As phrased, this seems to be saying that we can do both
endiannesses on any of the supported arches, which is a little
weird considering that most of them are single-endianness. It's
not a big deal, but maybe a tad more word-smithing there would
help?
> * Since Greg Stark's magnificent Vax talk[1], we became even more
> dependent on IEEE 754 via the Ryu algorithm. AFAICT, unless someone
> produces a software IEEE math implementation for GCC/VAX... if I had
> a pick one to bump off that list, that's the easiest to argue because
> it definitely doesn't work.
Agreed.
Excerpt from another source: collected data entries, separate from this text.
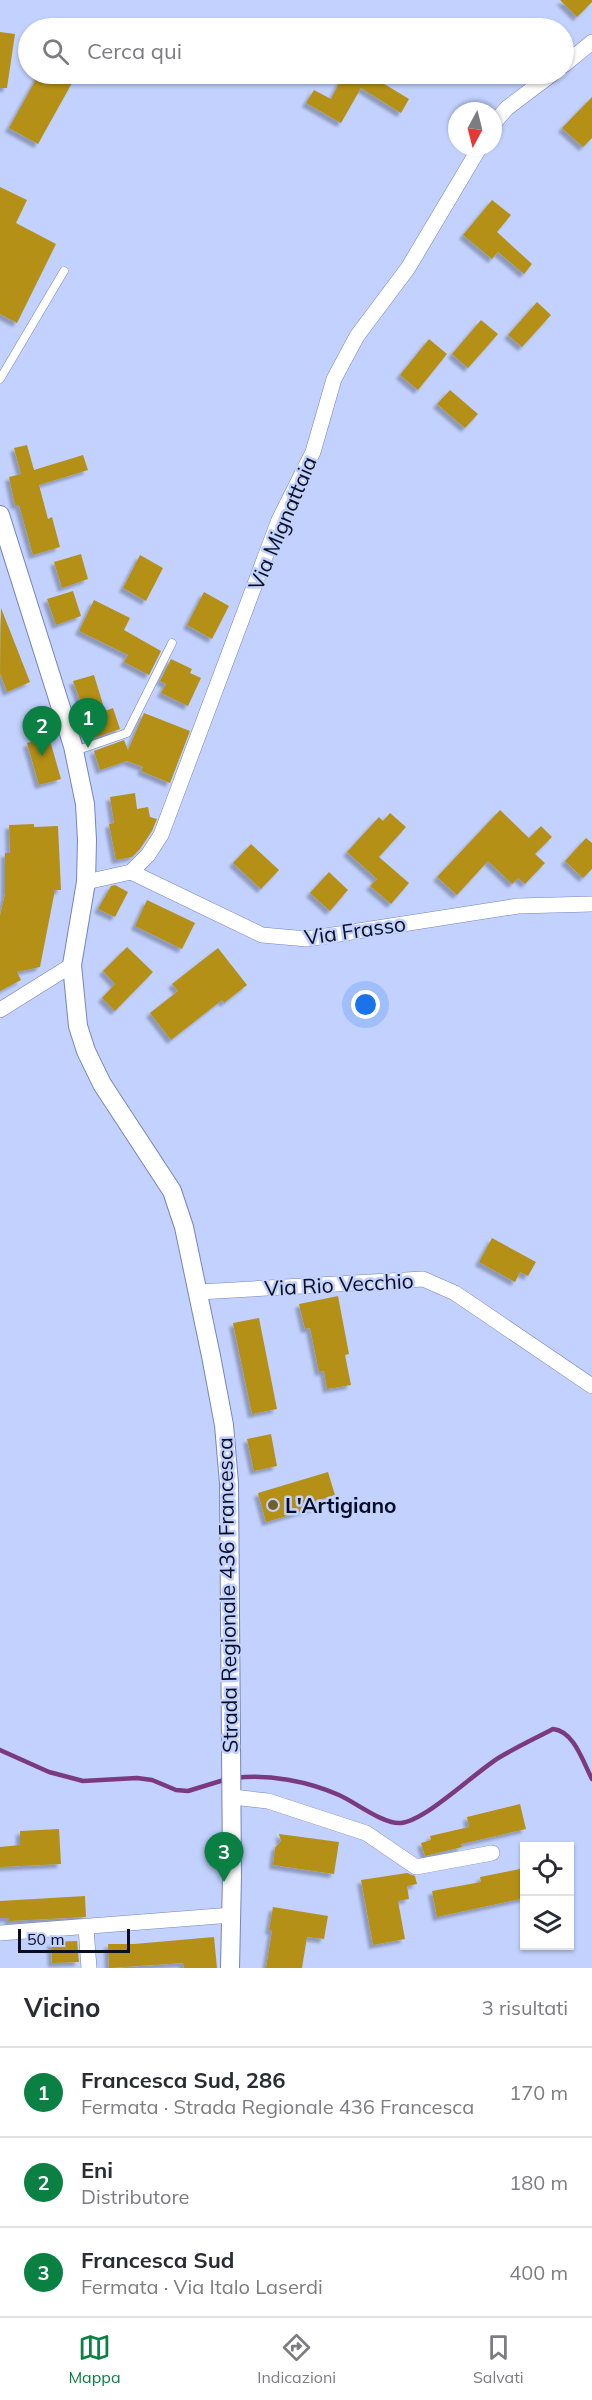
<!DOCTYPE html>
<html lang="it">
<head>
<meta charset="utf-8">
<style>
  :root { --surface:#fff; --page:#f2f2f3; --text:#2b2b33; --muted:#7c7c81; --line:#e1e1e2; --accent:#0b8043 }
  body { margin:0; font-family:Mulish,sans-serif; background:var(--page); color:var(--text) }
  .controls { position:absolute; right:18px; bottom:18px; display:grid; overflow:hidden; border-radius:0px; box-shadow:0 2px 4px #0004 }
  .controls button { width:54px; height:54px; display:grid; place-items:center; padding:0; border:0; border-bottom:2px solid var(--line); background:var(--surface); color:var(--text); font:30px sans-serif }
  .compass { position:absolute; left:448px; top:102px; width:54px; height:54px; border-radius:50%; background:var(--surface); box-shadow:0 2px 4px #0004; rotate:187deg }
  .scale { position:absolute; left:18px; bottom:15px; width:112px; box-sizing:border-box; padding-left:6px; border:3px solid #080d20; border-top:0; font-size:16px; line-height:21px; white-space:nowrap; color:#080d20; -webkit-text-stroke:4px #c2d1fe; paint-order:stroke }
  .you { position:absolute; left:366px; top:1005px; width:21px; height:21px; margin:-15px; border:4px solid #fff; border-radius:50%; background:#1a73e8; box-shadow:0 0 0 9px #1a73e833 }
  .badge { display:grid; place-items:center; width:39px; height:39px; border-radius:50%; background:var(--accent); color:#fff; font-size:20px; font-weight:700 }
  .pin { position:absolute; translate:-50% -50px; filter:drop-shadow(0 2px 3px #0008) }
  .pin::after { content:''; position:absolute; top:32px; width:21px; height:18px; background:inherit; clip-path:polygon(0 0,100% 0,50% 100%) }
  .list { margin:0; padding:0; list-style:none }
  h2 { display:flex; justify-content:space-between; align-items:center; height:78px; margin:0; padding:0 24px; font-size:26px }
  h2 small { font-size:20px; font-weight:400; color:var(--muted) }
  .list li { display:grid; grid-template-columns:39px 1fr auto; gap:18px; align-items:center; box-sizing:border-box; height:90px; padding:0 24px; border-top:2px solid var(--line) }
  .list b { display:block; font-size:22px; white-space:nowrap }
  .list p { margin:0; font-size:20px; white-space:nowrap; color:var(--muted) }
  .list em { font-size:20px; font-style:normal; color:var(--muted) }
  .icon { flex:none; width:33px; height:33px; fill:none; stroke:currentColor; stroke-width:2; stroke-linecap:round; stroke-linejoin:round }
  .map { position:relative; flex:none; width:592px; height:1968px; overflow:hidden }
  .search { position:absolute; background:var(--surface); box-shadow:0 2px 4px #0004; left:18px; right:18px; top:18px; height:66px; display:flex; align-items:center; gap:15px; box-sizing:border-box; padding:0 21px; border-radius:33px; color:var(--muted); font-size:22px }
  .sheet { height:348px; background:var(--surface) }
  nav { display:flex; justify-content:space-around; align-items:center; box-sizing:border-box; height:84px; border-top:2px solid var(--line); background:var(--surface); font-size:16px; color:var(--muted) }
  nav a { display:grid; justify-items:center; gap:3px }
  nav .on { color:var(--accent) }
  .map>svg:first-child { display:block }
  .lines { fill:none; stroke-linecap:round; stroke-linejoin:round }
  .stream { stroke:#7b3a7e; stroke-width:4.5 }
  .building { fill:#b59018; filter:url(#shadow) }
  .service-casing { stroke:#7485b9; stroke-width:9 }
  .minor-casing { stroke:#7485b9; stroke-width:16 }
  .tertiary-casing { stroke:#7485b9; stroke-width:20 }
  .service { stroke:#fff; stroke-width:8 }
  .minor { stroke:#fff; stroke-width:15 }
  .tertiary { stroke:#fff; stroke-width:18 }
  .poi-dot { fill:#715f2d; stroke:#c2d1fe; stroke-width:2 }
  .labels { text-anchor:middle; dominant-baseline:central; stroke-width:5; stroke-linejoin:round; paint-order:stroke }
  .street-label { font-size:21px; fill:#080d20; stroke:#c2d1fe }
  .poi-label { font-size:21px; font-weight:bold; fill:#080d20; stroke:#c2d1fe; text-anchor:start }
</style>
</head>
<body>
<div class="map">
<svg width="592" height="1968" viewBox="0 0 592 1968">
  <defs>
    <filter id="shadow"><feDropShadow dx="-4" dy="4" stdDeviation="1.5" flood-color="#0004"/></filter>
  </defs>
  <rect width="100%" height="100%" fill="#c2d1fe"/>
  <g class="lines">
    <g class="stream">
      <polyline points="0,1750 49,1772 83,1781 137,1778 152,1780 176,1790 188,1791 227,1779"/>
      <path d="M235,1778c34,-4 72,3 104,17 16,7 45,30 62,28 26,-3 74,-51 99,-66 17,-10 36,-19 53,-28 21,2 30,33 39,50"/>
    </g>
  </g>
  <g class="building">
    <polygon points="560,0 592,0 592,2 577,17"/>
    <polygon points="0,32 15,34 7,88 0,88"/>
    <polygon points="39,74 77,74 38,144 9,128"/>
    <polygon points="344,74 368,74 409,99 401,113 361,88 341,123 306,103 314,90 331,99"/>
    <polygon points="592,97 592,138 583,147 562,128"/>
    <polygon points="0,187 27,200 16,223 56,244 17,323 0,314"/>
    <polygon points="492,200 511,215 497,232 532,264 524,274 498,252 492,259 463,235"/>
    <polygon points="537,302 551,315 522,347 508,335"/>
    <polygon points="481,320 498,334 468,368 452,354"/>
    <polygon points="429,339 447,354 418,390 400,375"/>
    <polygon points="450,390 478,414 465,428 437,404"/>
    <polygon points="27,445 34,470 83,455 88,470 39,485 48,519 52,517 60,547 33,555 19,505 15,505 9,477 21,474 14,448"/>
    <polygon points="81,554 88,579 62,588 54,562"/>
    <polygon points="140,555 163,568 146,601 123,588"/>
    <polygon points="73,591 81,616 56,625 47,599"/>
    <polygon points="204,592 229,606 212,639 187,625"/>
    <polygon points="94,600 130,618 124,630 161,651 149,675 124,662 128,655 79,631"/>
    <polygon points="1,608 30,682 7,692 0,673"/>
    <polygon points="171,659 192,669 190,673 201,678 188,706 161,693 166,684 160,681"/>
    <polygon points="94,675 105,711 113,708 120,729 94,738 73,681"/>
    <polygon points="144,713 190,731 170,783 141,771 143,767 127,761 100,770 94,751 124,740 128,750"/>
    <polygon points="49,737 61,779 39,785 27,743"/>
    <polygon points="135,793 137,809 148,807 150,817 157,819 152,831 140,849 132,857 116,860 109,824 114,823 110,797"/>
    <polygon points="500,810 529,838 541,826 552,837 535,854 545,863 525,884 518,878 512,884 488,861 457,895 437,877"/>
    <polygon points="390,813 406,827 379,857 409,883 391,904 370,886 377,879 347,852 379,817 383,821"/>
    <polygon points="34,824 34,827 58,826 61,890 55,890 40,967 17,972 21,980 0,991 0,916 5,894 5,853 10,853 9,825"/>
    <polygon points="586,838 592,843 592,869 583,878 565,861"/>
    <polygon points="251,844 279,870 261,889 233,863"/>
    <polygon points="329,872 348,890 330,911 310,893"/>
    <polygon points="115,885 128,892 115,917 98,909 111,886"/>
    <polygon points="147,900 195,923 182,949 135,926"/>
    <polygon points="127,947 153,972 115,1011 102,998 115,984 103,971"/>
    <polygon points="218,948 247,985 224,1003 222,1000 171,1040 150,1013 178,991 172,984"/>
    <polygon points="492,1238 536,1262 528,1276 520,1272 515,1282 479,1262"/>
    <polygon points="338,1296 349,1354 345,1355 351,1385 327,1389 324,1371 319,1372 310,1328 305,1329 299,1304"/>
    <polygon points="259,1318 277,1409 252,1414 233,1323"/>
    <polygon points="271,1434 277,1466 254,1471 247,1439"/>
    <polygon points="328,1472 335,1495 315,1501 317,1507 266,1522 258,1493"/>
    <polygon points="520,1804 526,1829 461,1844 462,1847 425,1856 421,1843 431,1840 430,1836 469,1827 467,1817"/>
    <polygon points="59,1829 61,1864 0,1867 0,1847 20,1845 20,1831"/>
    <polygon points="279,1834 339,1842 334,1874 273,1865 275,1848 281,1841"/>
    <polygon points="525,1868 525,1898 437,1917 432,1891 481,1882 480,1877"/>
    <polygon points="407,1873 415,1876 417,1884 407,1886 409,1899 398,1901 405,1939 373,1945 361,1880"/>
    <polygon points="85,1896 86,1917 9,1921 9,1918 0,1918 0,1901"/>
    <polygon points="273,1907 328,1916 324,1939 307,1937 302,1968 266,1968 272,1931 269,1930"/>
    <polygon points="214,1937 217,1968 184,1968 183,1963 109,1968 108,1944 134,1944"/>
    <polygon points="77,1941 79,1962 52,1963 51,1942"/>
  </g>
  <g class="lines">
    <defs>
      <g id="service">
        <polyline points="0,379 64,271"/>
        <polyline points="75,751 127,733 172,643"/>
      </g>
      <g id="minor">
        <polyline points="564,65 592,42"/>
        <polyline points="493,124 507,108 552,74"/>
        <polyline points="131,872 262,935 307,939 518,906 592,904"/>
        <polyline points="86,882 131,872 148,855 161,835 279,520 313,452 334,379 357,336 408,268 480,147"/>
        <polyline points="0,1010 72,965"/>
        <polyline points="199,1292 423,1279 455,1293 592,1386"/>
        <polyline points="232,1797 268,1801 366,1833 416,1867 492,1853"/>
        <polyline points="86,1928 89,1968"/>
        <polyline points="0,1933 232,1915"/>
      </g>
      <polyline id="tertiary" points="0,515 73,746 85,804 87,840 86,882 72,965 78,1026 86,1051 102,1084 172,1191 184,1227 211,1356 224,1425 229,1483 232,1876 230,1968"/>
    </defs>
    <use href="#service" class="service-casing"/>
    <use href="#minor" class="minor-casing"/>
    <use href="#tertiary" class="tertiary-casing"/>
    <use href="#service" class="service"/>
    <use href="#minor" class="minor"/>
    <use href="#tertiary" class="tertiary"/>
  </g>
  <circle class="poi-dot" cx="273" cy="1505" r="6"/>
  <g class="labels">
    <g class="street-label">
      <text transform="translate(282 523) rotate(-67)">Via Mignattaia</text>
      <text transform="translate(355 930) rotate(-8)">Via Frasso</text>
      <text transform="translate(339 1284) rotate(-3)">Via Rio Vecchio</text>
      <text transform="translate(227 1595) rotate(-91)">Strada Regionale 436 Francesca</text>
    </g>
    <g class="poi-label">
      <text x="285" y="1505">L'Artigiano</text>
    </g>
  </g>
</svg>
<div class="controls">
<button><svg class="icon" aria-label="locate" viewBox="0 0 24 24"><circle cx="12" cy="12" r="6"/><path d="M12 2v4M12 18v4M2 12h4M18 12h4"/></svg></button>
<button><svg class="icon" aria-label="layers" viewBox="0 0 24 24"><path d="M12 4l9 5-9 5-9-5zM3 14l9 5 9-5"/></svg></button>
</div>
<svg class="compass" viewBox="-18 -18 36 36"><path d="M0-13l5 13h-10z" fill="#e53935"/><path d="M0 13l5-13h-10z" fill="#7c7c81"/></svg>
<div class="scale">50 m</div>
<div class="you"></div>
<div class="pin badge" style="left:88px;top:748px">1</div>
<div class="pin badge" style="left:42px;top:756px">2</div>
<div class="pin badge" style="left:224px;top:1882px">3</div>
<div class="search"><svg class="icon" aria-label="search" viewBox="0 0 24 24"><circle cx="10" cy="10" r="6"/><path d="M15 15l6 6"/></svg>Cerca qui</div>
</div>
<section class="sheet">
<h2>Vicino<small>3 risultati</small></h2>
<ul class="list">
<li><span class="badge">1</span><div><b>Francesca Sud, 286</b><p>Fermata · Strada Regionale 436 Francesca</p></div><em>170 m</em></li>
<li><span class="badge">2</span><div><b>Eni</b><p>Distributore</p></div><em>180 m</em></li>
<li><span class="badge">3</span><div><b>Francesca Sud</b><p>Fermata · Via Italo Laserdi</p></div><em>400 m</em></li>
</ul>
</section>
<nav>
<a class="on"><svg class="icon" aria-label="map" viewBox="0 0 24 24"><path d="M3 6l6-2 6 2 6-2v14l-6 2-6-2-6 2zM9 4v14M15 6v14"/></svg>Mappa</a>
<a><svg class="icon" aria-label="directions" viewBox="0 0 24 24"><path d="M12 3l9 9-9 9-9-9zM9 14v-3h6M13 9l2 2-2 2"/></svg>Indicazioni</a>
<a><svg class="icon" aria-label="saved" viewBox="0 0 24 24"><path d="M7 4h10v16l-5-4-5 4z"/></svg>Salvati</a>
</nav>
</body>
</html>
In principle I'd wish that we were not tied to one
floating-point format, but the benefits of Ryu are too hard to
pass up; and reality on the ground is that IEEE 754 achieved
total victory a couple decades ago. We should stop claiming
that VAX is a realistic target platform.
> What do you think about the attached?
WFM. Also, that crypt-blowfish.c hunk offers an answer to
your question about whether to worry about "__hppa".